Before 2002, a certified year from hell, he was Sugar Shane Mosley, and had a solid chance to gain entrance into the "only first name needed" club, with Lennox, Mike and Oscar. But after Vernon Forrest gave him the what for in 2002, twice, Shane Mosley was no longer undefeated. He became Just Plain Shane.
We dropped him down our pound-for-pound list, and looked for other candidates as potential saviors for our atrophying sport. But there were still grounds for a defense. It could be argued semi-convincingly that the two decision losses to Forrest came about because of matters of style, not because of a drop in skill. But, detractors said, maybe
Shane's old. He turned 30 in 2001, and for a lighter-weight fighter dependent on hand and foot speed and reflexes, 30 is sometimes like 50 to you and me.

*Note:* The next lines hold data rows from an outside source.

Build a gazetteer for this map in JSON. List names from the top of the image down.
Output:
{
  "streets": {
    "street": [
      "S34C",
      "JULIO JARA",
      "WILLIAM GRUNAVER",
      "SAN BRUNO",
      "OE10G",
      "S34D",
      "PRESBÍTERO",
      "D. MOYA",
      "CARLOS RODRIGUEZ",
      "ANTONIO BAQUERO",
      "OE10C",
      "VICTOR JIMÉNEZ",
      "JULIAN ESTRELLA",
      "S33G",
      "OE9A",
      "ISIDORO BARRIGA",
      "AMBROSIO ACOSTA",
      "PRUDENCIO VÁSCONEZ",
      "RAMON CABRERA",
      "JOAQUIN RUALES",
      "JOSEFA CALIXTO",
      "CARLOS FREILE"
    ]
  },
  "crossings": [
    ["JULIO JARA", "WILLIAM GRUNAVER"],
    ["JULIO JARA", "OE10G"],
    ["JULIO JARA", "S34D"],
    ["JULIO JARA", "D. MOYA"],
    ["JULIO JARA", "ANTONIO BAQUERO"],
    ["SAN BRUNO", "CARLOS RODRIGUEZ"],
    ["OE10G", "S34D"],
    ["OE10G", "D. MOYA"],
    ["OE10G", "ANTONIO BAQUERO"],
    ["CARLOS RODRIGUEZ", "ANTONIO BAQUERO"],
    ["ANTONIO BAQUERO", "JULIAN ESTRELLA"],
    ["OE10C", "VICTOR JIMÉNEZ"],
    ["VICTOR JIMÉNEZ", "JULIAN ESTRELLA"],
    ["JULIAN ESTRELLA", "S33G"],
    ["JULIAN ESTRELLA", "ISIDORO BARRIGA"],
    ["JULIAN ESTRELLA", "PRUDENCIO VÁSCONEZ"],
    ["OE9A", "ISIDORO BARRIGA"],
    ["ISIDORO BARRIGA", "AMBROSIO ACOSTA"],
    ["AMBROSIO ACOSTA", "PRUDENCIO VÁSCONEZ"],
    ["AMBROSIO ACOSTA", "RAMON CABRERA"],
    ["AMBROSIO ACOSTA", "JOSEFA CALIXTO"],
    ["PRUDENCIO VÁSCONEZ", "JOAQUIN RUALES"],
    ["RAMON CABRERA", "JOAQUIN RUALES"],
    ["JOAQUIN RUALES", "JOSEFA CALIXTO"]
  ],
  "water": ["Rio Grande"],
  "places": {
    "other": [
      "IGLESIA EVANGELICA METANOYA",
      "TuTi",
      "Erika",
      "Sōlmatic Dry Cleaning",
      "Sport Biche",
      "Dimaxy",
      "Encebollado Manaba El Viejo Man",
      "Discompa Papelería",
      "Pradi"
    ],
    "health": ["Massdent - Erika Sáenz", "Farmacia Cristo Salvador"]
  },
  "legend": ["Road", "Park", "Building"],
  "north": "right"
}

A year of redemption was needed in 2003, but a no-contest with faded Raul Marquez didn't shut up the fault-finders. Now fighting at 154 pounds, in a nod to the inevitable middle-age spread, Just Plain Shane wanted to blow out the past-his-prime former junior middleweight champion, but the two looked comparable as they tangled. A September rematch with Oscar, with both fighters conceding to age and going up a weight class from their first disputed scrum, ended with a win, but again,
no conclusive redemption. Oscar landed 100 more punches in this waltz, and I had him winning by four points.
Mosley couldn't even luxuriate in the victory, though, as his name was thrown into the sordid steroid mix in October. Mosley, it is disclosed, had been subpoenaed by a U.S. Federal grand jury stemming from his visit to the designer steroid warehouse BALCO. Even if he simply has purchased legal supplements from BALCO, as he maintains, Mosley has been painted with the same brush that tainted the legacy of Barry Bonds, Jason Giambi and others.
It is guilt by association, and we make our own judgments, based on gut instinct and our feeble detective skills. We compare before and after photos of Mosley's physique like the Warren Commission pored over the Zapruder film. We move him down a few more slots in our pound-for-pound list. Because even if this is boxing, the Combat Zone of the sports world, we still don't like cheating.
The slide continued in 2004. Mosley couldn't have performed worse if he brought Bob Shrum aboard as an advisor. He went 0-for-2 against Winky Wright, getting schooled in March and again in November. And the home front provided no respite. Simply Shane dumped his dad as his cornerman after the disappointment in March, and brought Joe Goossen aboard in an attempt to stem the bleeding.
Wright handled Mosley again with Goossen dispensing advice, and Solely Shane was running out of explanations, which frankly read
like excuses. His wife took a strong hand in his affairs, and engaged in juvenile mud slinging with several fight writers. She showed no comprehension of PR matters, or any particular fight-game acumen, and simply made muddy waters even murkier. He defended her to the hilt, and it was his, "Brownie, you're doing a heck of a job" moment.
But 2005 arrived and some welcomed good news came with it. Mosley won his first decisive victory in almost four years when he showed glimpses of the old Sugar Shane on April 23. It must be said that those glimpses came against a respectable, but hardly world-class level fighter in David Estrada. Still, Mosley at least showed the determination in winning the battle of the bulge, as he dropped down to 147 for the affair.
On Saturday, Mosley (40-4, 35 KOs) will try to continue that modest run of good fortune when he meets Jose Luis Cruz (32-0-2, 27 KOs) in a 10-round welterweight support bout on the Barrera/Peden PPV card. It will be the second PPV appearance for Mosley, the second straight in which he will be in the unaccustomed spot of a supporting role.
His fans will hope that he has recovered from the depression that had to surface when he blew out 34 candles on the cake Sept. 7. His opponent is a known quantity to a select hardcore few, and one suspects he has been scouted sufficiently that a 34-year-old Mosley will hand the Mazatlan Mauler his first defeat. Then again, didn't a matchmaker think he knew what Zahir Raheem was bringing to the table against Erik Morales Saturday?
Mosley says he will be in that fine form of yesteryear. He maintains that he has shelved the flat-footedness that held him back in recent years, that he has corrected footwork deficiencies, which will get him moving like Astaire again, instead of FEMA.
But he can't correct the onslaught of time, and aging, and the bitter truth that is blazed into his head of 34 candles on that cake. Because the writing has been on the wall for a while now, so clear a blind man could see it. But Shane hasn't seen it, and that's how it always is. The fighter is always the last to know, and even when he does know it in his heart, he's the last to acknowledge it. Because aging ain't pretty for anyone, and it's twice as rough when 34 is old, and it's almost time to find a new line of work.